• **Your assignment**: Everything in the data below is left aside except the lines from the one containing "M934,806C1049,747 1175,711 1297,669C1369,640" through the one containing "<!-- route -->"; repeat those exactly.

————

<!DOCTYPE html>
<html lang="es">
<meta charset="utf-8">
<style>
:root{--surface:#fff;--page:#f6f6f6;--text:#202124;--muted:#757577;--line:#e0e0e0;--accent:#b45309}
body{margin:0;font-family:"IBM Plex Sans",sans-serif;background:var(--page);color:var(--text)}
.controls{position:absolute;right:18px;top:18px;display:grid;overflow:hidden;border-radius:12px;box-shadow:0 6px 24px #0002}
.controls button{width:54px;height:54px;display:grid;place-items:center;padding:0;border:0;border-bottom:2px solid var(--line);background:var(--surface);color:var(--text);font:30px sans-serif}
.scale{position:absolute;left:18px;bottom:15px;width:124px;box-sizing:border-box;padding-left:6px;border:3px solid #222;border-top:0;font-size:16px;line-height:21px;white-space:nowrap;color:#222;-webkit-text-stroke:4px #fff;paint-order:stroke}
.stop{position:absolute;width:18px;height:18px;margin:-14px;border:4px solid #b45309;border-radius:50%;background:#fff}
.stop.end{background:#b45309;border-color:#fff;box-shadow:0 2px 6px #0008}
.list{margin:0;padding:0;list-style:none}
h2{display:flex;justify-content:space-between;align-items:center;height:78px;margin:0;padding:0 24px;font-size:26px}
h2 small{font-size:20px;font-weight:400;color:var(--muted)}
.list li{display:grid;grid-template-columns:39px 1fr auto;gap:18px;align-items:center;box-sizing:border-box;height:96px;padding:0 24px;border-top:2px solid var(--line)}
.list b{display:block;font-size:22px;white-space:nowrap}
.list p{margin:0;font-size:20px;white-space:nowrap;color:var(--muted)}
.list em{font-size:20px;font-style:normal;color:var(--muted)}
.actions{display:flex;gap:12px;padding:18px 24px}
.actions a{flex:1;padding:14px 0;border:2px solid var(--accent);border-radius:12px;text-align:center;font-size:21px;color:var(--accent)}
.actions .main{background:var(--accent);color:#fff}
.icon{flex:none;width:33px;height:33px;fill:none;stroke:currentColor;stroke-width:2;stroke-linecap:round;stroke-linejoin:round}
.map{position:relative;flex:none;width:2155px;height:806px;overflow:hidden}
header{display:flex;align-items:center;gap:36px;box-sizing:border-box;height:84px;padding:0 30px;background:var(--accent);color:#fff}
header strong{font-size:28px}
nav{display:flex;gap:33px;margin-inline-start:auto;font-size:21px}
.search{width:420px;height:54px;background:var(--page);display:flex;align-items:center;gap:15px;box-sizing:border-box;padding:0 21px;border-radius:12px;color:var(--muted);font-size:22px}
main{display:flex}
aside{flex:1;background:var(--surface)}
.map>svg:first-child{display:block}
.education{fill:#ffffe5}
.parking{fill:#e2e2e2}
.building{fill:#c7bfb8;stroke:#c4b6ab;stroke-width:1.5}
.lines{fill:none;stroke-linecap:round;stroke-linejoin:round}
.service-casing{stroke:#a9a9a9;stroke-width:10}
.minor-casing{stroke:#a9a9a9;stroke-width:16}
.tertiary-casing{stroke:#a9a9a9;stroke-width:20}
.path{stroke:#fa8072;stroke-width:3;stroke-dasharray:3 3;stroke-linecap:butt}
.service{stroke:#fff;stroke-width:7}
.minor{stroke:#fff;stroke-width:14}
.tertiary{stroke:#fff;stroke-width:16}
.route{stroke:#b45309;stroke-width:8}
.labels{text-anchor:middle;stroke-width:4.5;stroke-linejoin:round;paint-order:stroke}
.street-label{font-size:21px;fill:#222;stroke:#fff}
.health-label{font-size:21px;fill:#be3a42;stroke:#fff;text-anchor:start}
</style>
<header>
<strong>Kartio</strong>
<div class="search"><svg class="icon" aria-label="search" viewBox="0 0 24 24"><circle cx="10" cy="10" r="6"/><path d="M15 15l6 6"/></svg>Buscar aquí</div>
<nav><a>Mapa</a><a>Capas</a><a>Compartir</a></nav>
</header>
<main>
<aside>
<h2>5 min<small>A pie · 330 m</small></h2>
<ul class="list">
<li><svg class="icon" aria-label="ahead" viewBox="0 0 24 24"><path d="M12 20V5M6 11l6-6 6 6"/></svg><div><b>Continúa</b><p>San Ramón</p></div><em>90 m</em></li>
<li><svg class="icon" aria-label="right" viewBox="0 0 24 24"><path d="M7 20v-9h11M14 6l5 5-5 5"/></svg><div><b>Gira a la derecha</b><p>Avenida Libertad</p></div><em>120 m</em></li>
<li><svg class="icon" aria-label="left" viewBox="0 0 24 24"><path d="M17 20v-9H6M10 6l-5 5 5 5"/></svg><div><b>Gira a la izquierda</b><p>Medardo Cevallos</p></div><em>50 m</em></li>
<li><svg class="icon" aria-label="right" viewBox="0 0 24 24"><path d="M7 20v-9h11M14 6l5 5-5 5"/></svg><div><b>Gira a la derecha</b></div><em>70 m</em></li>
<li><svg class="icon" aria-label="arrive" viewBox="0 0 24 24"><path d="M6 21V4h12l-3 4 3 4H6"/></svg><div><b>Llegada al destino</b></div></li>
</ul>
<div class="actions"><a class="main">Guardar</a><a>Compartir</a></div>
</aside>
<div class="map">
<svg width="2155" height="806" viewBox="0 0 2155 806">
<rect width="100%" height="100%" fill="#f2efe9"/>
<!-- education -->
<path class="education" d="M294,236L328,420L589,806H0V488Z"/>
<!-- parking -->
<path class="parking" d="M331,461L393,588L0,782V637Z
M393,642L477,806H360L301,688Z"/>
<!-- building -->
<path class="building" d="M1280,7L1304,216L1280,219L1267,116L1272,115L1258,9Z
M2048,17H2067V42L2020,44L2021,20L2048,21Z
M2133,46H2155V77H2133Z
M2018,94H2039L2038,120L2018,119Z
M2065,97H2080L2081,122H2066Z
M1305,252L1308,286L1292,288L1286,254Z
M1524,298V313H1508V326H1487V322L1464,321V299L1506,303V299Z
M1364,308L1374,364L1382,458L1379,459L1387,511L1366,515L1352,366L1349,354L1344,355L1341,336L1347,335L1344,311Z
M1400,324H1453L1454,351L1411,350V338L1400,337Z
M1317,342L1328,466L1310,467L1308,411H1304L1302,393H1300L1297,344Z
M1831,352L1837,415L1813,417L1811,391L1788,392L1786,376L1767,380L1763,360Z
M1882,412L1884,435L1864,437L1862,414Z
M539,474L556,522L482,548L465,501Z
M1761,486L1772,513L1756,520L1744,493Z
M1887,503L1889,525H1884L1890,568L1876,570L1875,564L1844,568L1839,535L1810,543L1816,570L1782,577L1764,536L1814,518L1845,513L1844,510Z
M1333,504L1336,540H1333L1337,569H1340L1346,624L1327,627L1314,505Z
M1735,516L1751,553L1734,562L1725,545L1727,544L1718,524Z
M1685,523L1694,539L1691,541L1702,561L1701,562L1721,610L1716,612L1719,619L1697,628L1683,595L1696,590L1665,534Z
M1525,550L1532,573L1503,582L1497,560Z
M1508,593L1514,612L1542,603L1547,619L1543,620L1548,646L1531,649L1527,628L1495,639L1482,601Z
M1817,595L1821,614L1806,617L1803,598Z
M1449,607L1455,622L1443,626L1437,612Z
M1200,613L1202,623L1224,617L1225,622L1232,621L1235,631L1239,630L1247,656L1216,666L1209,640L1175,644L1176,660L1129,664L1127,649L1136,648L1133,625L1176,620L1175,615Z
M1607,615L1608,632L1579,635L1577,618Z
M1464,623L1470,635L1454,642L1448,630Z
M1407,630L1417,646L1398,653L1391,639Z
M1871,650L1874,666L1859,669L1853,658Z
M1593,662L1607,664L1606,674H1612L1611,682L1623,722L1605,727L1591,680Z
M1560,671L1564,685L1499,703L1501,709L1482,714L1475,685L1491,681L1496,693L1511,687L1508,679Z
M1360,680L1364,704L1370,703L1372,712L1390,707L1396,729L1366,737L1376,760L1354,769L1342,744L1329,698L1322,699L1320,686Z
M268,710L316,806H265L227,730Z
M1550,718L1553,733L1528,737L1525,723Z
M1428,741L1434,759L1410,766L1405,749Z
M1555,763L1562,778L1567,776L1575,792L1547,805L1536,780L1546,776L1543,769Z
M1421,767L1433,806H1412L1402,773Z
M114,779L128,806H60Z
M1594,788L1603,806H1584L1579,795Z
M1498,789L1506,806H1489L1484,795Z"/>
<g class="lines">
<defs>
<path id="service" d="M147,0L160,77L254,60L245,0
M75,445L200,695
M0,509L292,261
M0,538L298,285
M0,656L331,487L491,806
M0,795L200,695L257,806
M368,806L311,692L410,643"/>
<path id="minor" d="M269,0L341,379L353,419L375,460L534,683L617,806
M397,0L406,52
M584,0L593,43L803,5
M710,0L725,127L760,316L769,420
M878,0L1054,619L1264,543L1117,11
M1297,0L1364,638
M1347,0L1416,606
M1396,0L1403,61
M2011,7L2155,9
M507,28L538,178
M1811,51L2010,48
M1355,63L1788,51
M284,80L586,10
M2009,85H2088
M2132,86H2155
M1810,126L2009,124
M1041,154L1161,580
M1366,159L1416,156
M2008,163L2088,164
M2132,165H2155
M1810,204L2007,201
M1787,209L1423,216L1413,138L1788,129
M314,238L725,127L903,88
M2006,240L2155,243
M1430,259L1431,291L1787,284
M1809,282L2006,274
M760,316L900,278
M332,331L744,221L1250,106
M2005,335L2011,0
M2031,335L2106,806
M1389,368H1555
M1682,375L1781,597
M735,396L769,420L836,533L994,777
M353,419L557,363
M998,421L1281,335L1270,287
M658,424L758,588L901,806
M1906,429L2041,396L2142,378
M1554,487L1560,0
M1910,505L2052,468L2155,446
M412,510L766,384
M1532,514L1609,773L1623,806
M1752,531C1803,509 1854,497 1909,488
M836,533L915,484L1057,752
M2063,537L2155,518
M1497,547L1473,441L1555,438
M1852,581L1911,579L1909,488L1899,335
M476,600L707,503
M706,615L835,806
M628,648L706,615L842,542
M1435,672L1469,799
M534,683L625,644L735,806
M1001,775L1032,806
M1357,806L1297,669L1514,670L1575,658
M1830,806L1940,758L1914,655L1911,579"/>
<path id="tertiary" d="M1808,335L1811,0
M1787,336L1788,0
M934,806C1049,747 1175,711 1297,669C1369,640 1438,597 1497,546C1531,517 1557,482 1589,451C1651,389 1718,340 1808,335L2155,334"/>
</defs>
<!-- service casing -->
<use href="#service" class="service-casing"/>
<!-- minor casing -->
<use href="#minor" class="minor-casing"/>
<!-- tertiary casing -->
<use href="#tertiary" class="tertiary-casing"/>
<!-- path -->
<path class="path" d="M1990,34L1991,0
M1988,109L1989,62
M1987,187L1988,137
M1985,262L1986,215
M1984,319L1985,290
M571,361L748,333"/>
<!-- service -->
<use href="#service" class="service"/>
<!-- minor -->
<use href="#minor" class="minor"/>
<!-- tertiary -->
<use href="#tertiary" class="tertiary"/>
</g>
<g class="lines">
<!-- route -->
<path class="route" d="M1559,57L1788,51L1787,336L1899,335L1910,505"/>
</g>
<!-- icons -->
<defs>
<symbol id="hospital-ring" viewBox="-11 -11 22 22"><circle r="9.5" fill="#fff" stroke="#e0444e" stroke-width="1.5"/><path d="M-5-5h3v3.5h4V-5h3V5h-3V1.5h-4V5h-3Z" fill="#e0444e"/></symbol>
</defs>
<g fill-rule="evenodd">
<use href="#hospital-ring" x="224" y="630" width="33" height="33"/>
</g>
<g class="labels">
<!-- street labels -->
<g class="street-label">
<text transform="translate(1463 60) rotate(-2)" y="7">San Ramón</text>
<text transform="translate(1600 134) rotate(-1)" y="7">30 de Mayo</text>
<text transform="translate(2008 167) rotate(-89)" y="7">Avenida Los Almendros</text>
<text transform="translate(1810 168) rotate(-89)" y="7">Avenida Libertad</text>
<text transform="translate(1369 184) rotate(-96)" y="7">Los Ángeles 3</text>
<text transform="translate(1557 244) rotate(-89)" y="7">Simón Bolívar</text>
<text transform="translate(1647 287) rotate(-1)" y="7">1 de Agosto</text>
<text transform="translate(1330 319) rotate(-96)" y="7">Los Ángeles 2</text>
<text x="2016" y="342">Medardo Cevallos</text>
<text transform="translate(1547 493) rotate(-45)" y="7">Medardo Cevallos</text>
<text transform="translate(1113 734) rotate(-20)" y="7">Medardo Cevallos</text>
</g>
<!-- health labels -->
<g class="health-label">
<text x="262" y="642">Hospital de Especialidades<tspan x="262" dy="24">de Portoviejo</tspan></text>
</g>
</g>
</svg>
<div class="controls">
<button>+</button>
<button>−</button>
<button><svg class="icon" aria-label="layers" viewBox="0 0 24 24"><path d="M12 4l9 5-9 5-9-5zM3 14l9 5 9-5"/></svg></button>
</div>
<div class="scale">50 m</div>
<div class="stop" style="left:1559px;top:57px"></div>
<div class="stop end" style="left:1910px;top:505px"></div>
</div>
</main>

————

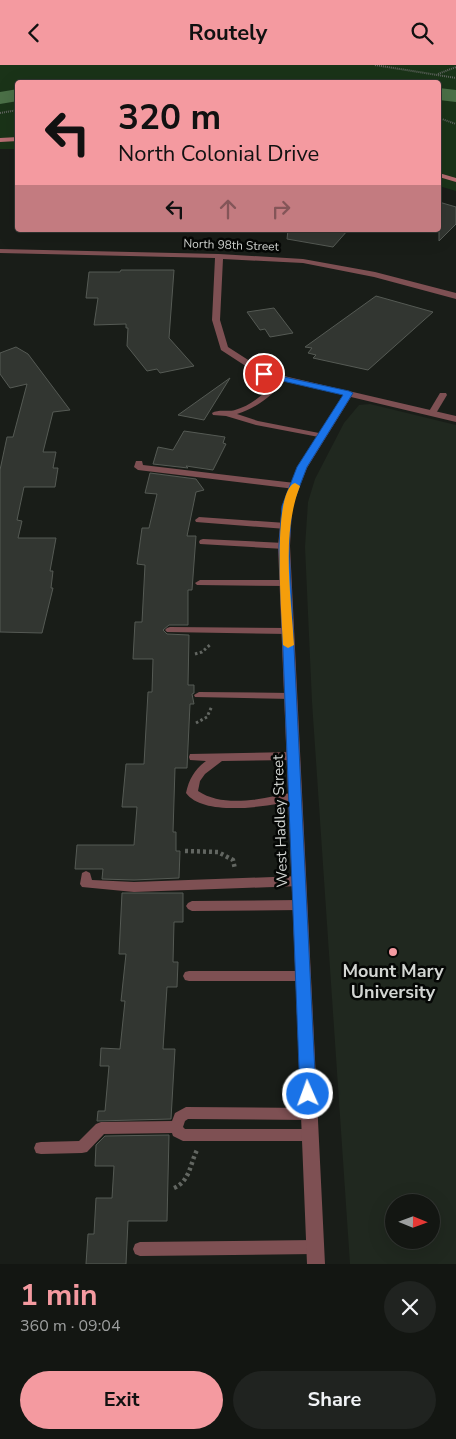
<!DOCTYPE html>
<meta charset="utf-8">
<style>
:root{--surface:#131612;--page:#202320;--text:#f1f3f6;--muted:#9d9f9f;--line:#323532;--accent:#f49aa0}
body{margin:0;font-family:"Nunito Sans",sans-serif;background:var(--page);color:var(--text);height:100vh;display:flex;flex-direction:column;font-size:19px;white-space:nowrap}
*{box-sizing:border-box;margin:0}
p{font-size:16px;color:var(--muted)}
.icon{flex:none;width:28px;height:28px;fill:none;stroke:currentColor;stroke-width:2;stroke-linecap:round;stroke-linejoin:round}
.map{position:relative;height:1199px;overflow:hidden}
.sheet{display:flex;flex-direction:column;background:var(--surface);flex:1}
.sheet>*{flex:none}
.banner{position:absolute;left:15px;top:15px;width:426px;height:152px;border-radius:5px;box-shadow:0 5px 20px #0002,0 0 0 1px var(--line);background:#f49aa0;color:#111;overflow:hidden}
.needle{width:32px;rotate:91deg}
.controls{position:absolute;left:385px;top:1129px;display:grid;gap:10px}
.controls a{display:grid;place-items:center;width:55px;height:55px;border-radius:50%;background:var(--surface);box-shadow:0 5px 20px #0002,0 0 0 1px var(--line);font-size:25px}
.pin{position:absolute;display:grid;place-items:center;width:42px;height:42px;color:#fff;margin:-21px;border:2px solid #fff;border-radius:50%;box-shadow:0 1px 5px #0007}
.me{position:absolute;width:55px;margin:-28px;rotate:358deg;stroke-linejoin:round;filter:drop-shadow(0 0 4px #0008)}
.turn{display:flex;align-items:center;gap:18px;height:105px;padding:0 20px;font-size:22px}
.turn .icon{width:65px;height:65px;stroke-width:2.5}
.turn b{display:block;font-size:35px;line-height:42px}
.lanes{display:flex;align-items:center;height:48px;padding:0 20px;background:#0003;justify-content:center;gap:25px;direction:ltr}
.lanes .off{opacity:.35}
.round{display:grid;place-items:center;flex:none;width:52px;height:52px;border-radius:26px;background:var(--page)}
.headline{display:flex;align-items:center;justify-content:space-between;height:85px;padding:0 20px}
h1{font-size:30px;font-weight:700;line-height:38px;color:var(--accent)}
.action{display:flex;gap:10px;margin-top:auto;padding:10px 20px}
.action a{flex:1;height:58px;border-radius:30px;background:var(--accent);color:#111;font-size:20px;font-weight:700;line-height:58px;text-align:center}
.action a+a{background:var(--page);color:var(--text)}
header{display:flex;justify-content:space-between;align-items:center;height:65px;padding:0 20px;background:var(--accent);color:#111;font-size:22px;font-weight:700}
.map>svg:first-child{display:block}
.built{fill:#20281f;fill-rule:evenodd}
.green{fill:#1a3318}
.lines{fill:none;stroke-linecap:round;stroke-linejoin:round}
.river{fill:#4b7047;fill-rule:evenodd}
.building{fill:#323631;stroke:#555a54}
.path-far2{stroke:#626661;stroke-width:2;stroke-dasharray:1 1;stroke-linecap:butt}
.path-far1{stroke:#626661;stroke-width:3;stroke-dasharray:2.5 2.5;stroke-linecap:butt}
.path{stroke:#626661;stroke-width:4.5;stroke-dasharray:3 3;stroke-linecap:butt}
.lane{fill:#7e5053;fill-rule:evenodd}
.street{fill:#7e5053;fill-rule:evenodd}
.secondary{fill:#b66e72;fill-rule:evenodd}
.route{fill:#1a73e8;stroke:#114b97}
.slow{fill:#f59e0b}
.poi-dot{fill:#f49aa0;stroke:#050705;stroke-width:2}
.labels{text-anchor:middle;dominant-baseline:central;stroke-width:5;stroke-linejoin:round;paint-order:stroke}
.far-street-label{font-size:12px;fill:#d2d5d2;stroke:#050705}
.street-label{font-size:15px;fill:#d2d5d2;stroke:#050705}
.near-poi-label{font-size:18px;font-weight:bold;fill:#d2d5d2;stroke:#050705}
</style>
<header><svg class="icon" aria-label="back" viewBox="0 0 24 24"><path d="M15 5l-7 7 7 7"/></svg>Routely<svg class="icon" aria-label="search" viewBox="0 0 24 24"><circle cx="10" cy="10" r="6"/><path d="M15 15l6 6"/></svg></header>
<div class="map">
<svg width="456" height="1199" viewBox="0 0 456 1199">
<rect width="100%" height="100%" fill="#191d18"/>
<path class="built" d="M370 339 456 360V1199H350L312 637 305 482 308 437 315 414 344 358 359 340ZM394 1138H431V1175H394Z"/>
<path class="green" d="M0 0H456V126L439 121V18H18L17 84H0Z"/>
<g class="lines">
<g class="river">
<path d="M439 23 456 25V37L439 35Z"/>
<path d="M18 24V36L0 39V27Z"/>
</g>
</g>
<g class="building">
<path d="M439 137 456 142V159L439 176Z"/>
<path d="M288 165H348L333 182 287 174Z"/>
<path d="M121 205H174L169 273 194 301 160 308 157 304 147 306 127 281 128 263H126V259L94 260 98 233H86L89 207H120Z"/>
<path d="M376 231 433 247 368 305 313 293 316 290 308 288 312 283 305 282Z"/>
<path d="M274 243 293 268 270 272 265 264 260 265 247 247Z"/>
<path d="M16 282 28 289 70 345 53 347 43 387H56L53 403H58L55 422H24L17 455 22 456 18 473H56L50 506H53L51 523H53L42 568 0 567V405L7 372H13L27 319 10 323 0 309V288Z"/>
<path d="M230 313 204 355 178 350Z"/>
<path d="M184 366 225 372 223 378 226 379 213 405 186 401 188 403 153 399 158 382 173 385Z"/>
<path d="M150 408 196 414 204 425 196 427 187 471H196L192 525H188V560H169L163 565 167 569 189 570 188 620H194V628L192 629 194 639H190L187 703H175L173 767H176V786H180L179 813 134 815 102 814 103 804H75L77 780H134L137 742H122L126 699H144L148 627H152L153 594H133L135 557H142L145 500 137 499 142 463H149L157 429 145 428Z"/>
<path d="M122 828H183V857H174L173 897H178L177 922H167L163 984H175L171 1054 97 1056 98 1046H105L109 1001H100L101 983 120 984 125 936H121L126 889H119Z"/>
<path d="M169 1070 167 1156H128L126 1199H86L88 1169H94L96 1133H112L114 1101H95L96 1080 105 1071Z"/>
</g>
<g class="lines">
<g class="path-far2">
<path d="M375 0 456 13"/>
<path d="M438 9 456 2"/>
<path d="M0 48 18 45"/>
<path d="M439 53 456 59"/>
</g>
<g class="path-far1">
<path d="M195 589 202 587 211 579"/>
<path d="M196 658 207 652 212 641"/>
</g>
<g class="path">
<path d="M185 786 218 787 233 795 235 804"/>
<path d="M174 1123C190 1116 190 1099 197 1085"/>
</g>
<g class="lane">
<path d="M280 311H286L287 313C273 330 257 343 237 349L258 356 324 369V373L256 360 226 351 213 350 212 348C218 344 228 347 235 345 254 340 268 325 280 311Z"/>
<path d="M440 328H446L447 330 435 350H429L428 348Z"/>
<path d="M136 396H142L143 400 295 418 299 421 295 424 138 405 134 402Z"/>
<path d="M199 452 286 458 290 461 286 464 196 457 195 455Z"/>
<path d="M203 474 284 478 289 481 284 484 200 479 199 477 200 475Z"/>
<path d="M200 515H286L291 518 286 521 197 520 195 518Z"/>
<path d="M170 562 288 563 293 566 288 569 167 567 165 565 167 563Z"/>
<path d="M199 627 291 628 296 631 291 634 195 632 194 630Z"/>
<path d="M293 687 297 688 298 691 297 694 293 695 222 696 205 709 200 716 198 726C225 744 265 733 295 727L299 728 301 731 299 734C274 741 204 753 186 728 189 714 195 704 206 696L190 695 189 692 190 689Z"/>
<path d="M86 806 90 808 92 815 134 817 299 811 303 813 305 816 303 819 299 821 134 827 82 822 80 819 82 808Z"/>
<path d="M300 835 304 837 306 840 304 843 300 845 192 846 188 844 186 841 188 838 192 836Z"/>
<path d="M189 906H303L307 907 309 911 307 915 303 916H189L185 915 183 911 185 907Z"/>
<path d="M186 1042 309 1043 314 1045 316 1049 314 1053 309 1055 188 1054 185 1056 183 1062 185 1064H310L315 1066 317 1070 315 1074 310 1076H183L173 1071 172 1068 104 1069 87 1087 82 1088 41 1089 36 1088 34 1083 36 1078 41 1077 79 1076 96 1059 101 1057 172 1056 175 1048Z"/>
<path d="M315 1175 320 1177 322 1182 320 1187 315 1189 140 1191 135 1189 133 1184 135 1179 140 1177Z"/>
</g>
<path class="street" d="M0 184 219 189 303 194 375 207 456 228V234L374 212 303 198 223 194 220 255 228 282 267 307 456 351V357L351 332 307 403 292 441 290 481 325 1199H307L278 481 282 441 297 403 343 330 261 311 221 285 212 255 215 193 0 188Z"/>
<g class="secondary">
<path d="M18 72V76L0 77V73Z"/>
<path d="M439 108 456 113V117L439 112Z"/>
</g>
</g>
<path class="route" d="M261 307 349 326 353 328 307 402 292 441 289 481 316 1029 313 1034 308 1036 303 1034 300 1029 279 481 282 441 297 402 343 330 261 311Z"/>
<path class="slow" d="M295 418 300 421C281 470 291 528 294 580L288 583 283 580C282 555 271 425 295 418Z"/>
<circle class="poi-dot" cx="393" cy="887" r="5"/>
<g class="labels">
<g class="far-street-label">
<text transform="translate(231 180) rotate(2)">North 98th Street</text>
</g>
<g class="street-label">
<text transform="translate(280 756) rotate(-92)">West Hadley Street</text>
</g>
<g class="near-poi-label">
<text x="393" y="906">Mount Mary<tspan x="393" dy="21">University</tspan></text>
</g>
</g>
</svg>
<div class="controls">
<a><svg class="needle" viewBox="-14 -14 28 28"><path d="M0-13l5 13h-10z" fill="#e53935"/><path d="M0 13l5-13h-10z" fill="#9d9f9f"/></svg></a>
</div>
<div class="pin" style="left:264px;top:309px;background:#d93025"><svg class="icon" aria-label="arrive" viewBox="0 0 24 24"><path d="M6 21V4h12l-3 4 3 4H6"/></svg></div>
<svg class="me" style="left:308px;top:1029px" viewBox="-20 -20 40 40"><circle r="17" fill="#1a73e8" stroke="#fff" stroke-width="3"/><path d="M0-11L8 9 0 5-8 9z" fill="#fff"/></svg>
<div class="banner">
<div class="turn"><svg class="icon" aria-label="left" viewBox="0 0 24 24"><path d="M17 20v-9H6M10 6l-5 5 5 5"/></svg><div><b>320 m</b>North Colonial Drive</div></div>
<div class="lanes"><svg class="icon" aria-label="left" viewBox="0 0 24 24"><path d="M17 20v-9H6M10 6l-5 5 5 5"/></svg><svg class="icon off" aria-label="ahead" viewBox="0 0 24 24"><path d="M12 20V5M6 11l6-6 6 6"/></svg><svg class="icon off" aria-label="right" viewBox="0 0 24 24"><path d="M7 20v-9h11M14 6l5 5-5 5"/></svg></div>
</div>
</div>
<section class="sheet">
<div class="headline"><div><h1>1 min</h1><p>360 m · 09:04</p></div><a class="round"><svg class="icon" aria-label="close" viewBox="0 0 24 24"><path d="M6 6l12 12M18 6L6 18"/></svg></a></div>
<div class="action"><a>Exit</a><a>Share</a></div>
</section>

————

• **Result for this task**:
M934,806C1049,747 1175,711 1297,669C1369,640 1438,597 1497,546C1531,517 1557,482 1589,451C1651,389 1718,340 1808,335L2155,334"/>
</defs>
<!-- service casing -->
<use href="#service" class="service-casing"/>
<!-- minor casing -->
<use href="#minor" class="minor-casing"/>
<!-- tertiary casing -->
<use href="#tertiary" class="tertiary-casing"/>
<!-- path -->
<path class="path" d="M1990,34L1991,0
M1988,109L1989,62
M1987,187L1988,137
M1985,262L1986,215
M1984,319L1985,290
M571,361L748,333"/>
<!-- service -->
<use href="#service" class="service"/>
<!-- minor -->
<use href="#minor" class="minor"/>
<!-- tertiary -->
<use href="#tertiary" class="tertiary"/>
</g>
<g class="lines">
<!-- route -->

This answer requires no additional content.